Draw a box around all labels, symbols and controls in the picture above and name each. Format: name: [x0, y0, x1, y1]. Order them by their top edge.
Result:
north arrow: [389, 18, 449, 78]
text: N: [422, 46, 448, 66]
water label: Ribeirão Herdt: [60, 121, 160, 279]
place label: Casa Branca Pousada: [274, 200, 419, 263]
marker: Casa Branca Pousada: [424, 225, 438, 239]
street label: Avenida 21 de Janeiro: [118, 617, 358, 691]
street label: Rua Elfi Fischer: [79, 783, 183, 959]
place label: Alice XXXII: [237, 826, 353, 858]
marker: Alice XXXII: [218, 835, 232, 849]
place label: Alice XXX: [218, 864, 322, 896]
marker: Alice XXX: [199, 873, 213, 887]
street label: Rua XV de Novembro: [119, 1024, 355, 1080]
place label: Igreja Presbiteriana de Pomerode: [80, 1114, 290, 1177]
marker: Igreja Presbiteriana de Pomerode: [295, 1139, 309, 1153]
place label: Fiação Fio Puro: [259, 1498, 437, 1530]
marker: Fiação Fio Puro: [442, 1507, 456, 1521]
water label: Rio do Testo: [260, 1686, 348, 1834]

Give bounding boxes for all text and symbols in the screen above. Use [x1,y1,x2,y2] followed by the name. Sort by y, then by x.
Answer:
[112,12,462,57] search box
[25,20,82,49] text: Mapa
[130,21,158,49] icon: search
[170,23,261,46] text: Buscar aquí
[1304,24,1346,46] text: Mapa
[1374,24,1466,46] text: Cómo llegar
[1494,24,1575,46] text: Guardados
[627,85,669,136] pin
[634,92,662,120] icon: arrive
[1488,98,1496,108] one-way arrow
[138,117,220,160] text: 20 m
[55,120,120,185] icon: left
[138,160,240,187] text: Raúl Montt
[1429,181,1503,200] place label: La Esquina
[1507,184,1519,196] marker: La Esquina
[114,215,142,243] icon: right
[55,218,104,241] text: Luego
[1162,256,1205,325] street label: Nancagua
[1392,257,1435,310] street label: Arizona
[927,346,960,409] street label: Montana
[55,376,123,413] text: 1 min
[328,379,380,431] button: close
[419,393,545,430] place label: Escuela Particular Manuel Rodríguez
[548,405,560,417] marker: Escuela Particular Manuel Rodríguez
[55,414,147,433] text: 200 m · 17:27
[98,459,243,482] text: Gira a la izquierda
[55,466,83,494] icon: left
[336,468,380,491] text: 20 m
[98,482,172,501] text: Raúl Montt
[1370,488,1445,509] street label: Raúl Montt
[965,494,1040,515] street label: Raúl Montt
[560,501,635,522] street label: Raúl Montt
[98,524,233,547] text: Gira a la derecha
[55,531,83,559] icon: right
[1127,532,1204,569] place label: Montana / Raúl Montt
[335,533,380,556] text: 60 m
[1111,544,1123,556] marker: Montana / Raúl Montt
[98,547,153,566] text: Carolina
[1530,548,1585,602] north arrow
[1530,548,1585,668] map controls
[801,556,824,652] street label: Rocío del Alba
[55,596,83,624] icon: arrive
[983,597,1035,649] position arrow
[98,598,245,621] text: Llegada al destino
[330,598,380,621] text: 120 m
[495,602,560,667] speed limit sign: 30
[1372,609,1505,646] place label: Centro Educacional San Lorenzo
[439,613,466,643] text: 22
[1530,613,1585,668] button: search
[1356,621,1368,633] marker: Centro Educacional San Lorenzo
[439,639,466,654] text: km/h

::::::::

Required work:
How many lines in the records hold the string "button"? The number alone is the answer.

Task result:
2